The lunch fare was as democratic as earthy. There were wheat chapatis, rice, thick dal, a vegetable stew. There were boiled eggs in a container for people to pick up. Finally there was a choice of fruits: oranges and mangoes. We took our food on a metal plate and sat down with a crowd of people. Some people knew each other and greeted. Most were quiet and appeared impersonal. Various visiting groups were making noise in some other tables. We ate quietly. After finishing food, we dropped our utensils in the cleaning area and used the common faucets to clean our hands and drink water. I was wondering the culture of group eating. Eating through convenience versus eating through a structure are two different facets of human development. There are some empirical reasoning for orderly and interval eating. Interval eating is forced through group eating. Respecting others in a group teaches a powerful concept of acceptance and sharing. Sometimes it is viewed as sanctification through communion. It possibly has a psychological impact. When we sit together to eat in a line we do have to forego our vanity by default. It would take efforts to integrate into the Ashram living. I was observing a monastery without the walls. We returned to our desks. After checking over some administrative tasks, Dr. Sampad left to oversee the logistics for the seminar. The seminar was to be held in the ground floor seminar hall in the same building. We were two speakers. Besides me there was another young doctoral student who would talk about the computer simulation of word formation in Sanskrit. The talks would be video-recorded for the archives.

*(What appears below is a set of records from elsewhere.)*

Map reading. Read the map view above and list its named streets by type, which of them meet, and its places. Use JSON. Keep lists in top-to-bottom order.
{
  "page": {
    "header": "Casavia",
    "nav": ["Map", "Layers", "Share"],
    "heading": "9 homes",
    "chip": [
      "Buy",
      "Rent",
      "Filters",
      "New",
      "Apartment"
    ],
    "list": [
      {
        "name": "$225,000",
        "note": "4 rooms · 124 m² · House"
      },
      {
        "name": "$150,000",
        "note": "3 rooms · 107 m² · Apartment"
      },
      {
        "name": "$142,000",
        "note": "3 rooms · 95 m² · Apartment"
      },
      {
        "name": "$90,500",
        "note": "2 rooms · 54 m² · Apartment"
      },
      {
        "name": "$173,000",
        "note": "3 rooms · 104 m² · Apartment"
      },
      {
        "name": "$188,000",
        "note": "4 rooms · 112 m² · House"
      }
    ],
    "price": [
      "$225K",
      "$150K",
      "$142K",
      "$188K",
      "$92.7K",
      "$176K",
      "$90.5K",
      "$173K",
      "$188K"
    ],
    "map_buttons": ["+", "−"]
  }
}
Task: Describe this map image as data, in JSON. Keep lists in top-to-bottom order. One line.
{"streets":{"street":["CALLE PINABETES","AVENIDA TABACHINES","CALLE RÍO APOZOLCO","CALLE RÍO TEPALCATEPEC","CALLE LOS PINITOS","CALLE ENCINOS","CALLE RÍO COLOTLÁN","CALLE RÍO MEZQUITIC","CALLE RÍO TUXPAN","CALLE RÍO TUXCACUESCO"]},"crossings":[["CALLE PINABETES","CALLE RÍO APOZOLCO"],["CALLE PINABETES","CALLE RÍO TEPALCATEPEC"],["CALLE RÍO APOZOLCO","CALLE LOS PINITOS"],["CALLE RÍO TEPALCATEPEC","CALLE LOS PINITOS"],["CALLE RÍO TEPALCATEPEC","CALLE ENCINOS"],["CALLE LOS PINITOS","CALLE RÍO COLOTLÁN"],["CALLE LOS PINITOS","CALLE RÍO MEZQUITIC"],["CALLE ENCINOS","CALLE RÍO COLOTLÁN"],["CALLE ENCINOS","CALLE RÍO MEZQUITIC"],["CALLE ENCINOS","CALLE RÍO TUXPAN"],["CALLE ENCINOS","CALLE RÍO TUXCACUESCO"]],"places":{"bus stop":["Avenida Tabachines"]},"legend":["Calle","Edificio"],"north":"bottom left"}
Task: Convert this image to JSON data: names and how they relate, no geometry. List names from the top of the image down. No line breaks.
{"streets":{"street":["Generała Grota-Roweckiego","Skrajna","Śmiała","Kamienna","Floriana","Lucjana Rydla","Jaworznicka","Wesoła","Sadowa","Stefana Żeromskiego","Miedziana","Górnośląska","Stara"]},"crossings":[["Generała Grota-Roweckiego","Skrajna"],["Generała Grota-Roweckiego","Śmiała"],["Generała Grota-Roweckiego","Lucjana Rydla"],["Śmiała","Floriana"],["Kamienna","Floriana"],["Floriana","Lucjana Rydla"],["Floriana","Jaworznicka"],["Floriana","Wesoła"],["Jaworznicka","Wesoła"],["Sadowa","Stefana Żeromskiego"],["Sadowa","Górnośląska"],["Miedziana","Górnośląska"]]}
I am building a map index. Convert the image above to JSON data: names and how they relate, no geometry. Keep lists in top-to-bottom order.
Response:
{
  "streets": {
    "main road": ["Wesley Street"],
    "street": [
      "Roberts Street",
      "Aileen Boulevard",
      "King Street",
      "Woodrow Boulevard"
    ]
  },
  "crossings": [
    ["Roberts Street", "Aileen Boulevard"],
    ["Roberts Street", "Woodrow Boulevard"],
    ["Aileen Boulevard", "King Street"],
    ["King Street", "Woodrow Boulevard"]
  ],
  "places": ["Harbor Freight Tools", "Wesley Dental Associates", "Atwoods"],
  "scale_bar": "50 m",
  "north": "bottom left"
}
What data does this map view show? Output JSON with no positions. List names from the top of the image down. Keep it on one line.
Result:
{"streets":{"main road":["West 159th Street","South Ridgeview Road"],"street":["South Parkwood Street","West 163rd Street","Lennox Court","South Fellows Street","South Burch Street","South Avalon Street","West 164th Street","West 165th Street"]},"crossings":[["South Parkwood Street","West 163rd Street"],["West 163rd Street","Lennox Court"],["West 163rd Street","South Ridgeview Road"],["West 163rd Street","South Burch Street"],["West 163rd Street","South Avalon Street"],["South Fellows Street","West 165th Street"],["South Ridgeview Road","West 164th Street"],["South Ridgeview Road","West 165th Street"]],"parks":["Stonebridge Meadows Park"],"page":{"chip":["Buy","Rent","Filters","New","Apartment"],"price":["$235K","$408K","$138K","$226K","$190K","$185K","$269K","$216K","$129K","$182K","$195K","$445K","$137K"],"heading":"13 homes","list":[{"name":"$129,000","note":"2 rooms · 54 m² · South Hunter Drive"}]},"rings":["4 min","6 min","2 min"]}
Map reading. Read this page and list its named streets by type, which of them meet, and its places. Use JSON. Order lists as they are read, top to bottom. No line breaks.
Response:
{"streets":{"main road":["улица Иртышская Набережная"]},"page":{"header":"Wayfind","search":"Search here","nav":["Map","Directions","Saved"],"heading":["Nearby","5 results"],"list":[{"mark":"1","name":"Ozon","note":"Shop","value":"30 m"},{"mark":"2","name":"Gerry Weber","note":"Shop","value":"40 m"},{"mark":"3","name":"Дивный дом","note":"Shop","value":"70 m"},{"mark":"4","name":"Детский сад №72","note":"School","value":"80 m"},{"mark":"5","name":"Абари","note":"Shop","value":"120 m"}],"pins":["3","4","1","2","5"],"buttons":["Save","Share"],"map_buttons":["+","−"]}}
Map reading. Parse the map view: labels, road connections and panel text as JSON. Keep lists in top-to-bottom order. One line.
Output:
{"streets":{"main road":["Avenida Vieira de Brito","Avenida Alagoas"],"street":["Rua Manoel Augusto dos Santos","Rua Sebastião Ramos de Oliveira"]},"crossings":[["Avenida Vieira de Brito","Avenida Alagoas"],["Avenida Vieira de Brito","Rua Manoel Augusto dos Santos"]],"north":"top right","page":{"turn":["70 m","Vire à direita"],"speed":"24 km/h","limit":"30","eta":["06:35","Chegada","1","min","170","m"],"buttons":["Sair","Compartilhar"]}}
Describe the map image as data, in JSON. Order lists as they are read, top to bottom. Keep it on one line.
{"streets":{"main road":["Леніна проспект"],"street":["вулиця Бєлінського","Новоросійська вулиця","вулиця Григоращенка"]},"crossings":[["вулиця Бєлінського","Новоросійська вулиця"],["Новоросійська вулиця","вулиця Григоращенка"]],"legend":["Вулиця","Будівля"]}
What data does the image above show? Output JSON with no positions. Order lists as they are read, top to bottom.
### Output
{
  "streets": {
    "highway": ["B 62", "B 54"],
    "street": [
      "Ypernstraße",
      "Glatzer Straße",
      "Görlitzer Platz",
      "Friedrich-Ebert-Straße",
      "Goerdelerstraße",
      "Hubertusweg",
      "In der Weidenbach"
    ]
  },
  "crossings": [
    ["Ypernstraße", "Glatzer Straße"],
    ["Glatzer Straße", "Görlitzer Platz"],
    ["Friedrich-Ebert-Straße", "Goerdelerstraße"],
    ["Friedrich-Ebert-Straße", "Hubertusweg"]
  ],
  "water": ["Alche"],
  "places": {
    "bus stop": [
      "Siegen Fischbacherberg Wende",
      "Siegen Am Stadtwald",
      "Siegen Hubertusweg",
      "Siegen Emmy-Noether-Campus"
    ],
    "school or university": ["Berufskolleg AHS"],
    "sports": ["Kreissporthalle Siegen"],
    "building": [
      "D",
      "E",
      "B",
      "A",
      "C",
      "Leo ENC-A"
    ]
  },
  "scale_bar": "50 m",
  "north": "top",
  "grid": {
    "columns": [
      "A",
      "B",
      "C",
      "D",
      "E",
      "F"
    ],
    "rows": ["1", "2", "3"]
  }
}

There is no clear understanding how Sanskrit language developed in India. There is a western claim that some proto-European language speakers "migrated" to India some five thousand years ago and Sanskrit was developed through their interaction with the native inhabitants. The background for such theory is the similarity of Sanskrit with most of the European languages in phonology, grammar and syntax. Unfortunately no archaeological evidence is yet found to substantiate the argument.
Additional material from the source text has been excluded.